GoogleCloudPlatform / k8s-config-connector

GCP Config Connector, a Kubernetes add-on for managing GCP resources
https://cloud.google.com/config-connector/docs/overview
Apache License 2.0
898 stars 231 forks source link

Node pool left with conditions error when created without quota #321

Open Scorpiion opened 3 years ago

Scorpiion commented 3 years ago

Describe the bug I believe this is a bug, we created new node pools and did not have enough CPU quota, so we just increased the quota and waiting for config connector to retry. It did retry and the node pool came up and running as it should. However, in the GKE UI it says status "ERROR" and looking at the CLI describe command I still see this error message long after I have increased the quota and the node pool has gotten created (days):

conditions:
- code: GCE_QUOTA_EXCEEDED
  message: "Instance 'gke-PROJECT-ID--shared-gvisor-no-8f60c54d-6q63' creation\
    \ failed: Quota 'C2_CPUS' exceeded.  Limit: 0.0 in region europe-north1."
- message: "Insufficient quota to satisfy the request: Not all instances running in\
    \ IGM after 22.733968139s. Expected 1, running 0, transitioning 1. Current errors:\
    \ [GCE_QUOTA_EXCEEDED]: Instance 'gke-PROJECT-ID--shared-gvisor-no-8f60c54d-6q63'\
    \ creation failed: Quota 'C2_CPUS' exceeded.  Limit: 0.0 in region europe-north1."
- code: GCE_QUOTA_EXCEEDED
  message: "Instance 'gke-PROJECT-ID--shared-gvisor-no-d6494a35-hllh' creation\
    \ failed: Quota 'C2_CPUS' exceeded.  Limit: 0.0 in region europe-north1."
- message: "Insufficient quota to satisfy the request: Not all instances running in\
    \ IGM after 20.972921476s. Expected 1, running 0, transitioning 1. Current errors:\
    \ [GCE_QUOTA_EXCEEDED]: Instance 'gke-PROJECT-ID--shared-gvisor-no-d6494a35-hllh'\
    \ creation failed: Quota 'C2_CPUS' exceeded.  Limit: 0.0 in region europe-north1."
- code: GCE_QUOTA_EXCEEDED
  message: "Instance 'gke-PROJECT-ID--shared-gvisor-no-76aced21-lmvz' creation\
    \ failed: Quota 'C2_CPUS' exceeded.  Limit: 0.0 in region europe-north1."
- message: "Insufficient quota to satisfy the request: Not all instances running in\
    \ IGM after 20.806883191s. Expected 1, running 0, transitioning 1. Current errors:\
    \ [GCE_QUOTA_EXCEEDED]: Instance 'gke-PROJECT-ID--shared-gvisor-no-76aced21-lmvz'\
    \ creation failed: Quota 'C2_CPUS' exceeded.  Limit: 0.0 in region europe-north1."

...

status: ERROR
statusMessage: "europe-north1-c: Insufficient quota to satisfy the request: Not all\
  \ instances running in IGM after 22.733968139s.

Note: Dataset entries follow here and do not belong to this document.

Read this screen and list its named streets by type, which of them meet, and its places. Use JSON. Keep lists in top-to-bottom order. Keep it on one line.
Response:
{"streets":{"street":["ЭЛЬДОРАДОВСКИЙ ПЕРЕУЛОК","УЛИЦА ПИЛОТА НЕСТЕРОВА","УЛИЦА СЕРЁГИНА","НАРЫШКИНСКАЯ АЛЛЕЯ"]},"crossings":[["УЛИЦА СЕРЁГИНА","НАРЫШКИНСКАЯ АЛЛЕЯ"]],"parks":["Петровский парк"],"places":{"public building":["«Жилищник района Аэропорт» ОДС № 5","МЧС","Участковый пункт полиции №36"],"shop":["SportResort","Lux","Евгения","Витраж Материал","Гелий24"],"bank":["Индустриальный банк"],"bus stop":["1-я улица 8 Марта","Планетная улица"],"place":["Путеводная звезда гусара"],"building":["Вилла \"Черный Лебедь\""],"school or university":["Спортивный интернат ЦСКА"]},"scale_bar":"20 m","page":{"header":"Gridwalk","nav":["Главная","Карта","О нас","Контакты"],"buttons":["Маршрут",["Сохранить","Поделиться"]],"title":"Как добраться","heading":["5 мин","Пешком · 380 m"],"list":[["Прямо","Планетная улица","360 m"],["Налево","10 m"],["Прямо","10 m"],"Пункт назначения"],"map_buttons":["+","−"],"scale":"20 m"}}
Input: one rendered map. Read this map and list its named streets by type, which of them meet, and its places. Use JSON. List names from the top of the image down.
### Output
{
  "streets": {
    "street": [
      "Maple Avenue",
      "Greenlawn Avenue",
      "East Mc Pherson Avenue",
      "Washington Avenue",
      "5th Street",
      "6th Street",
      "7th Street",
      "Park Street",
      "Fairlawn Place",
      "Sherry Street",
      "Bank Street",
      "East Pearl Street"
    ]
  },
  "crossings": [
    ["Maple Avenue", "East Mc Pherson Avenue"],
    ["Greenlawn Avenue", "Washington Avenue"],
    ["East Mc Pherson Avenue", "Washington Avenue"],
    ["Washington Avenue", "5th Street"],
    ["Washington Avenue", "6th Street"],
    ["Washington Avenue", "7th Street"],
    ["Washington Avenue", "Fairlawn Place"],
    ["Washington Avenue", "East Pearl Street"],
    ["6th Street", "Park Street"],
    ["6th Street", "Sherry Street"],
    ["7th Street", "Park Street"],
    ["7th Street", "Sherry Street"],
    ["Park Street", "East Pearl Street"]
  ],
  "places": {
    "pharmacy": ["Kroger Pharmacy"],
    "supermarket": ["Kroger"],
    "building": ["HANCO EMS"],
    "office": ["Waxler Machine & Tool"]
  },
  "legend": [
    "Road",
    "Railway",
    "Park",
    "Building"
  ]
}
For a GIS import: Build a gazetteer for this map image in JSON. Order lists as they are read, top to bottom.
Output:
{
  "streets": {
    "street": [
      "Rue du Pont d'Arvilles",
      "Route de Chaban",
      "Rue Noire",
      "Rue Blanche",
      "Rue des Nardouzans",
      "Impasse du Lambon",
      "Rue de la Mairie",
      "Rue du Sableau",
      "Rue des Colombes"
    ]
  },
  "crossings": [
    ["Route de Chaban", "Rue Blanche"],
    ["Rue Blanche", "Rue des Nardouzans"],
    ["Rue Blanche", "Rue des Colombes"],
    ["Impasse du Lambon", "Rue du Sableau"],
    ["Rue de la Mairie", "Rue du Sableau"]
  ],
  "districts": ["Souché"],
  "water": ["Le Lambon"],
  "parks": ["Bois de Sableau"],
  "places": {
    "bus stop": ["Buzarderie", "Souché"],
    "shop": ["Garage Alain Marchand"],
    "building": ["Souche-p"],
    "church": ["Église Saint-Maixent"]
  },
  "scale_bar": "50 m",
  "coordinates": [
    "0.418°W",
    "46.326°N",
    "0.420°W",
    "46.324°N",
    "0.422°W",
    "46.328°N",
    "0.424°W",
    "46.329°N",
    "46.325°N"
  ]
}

Expected 1, running 0, transitioning\
  \ 1. Current errors: [GCE_QUOTA_EXCEEDED]: Instance 'gke-PROJECT-ID--shared-gvisor-no-8f60c54d-6q63'\
  \ creation failed: Quota 'C2_CPUS' exceeded.  Limit: 0.0 in region europe-north1.;\
  \ europe-north1-a: Insufficient quota to satisfy the request: Not all instances\
  \ running in IGM after 20.972921476s. Expected 1, running 0, transitioning 1. Current\
  \ errors: [GCE_QUOTA_EXCEEDED]: Instance 'gke-PROJECT-ID--shared-gvisor-no-d6494a35-hllh'\
  \ creation failed: Quota 'C2_CPUS' exceeded.  Limit: 0.0 in region europe-north1.;\
  \ europe-north1-b: Insufficient quota to satisfy the request: Not all instances\
  \ running in IGM after 20.806883191s. Expected 1, running 0, transitioning 1. Current\
  \ errors: [GCE_QUOTA_EXCEEDED]: Instance 'gke-PROJECT-ID--shared-gvisor-no-76aced21-lmvz'\
  \ creation failed: Quota 'C2_CPUS' exceeded.  Limit: 0.0 in region europe-north1."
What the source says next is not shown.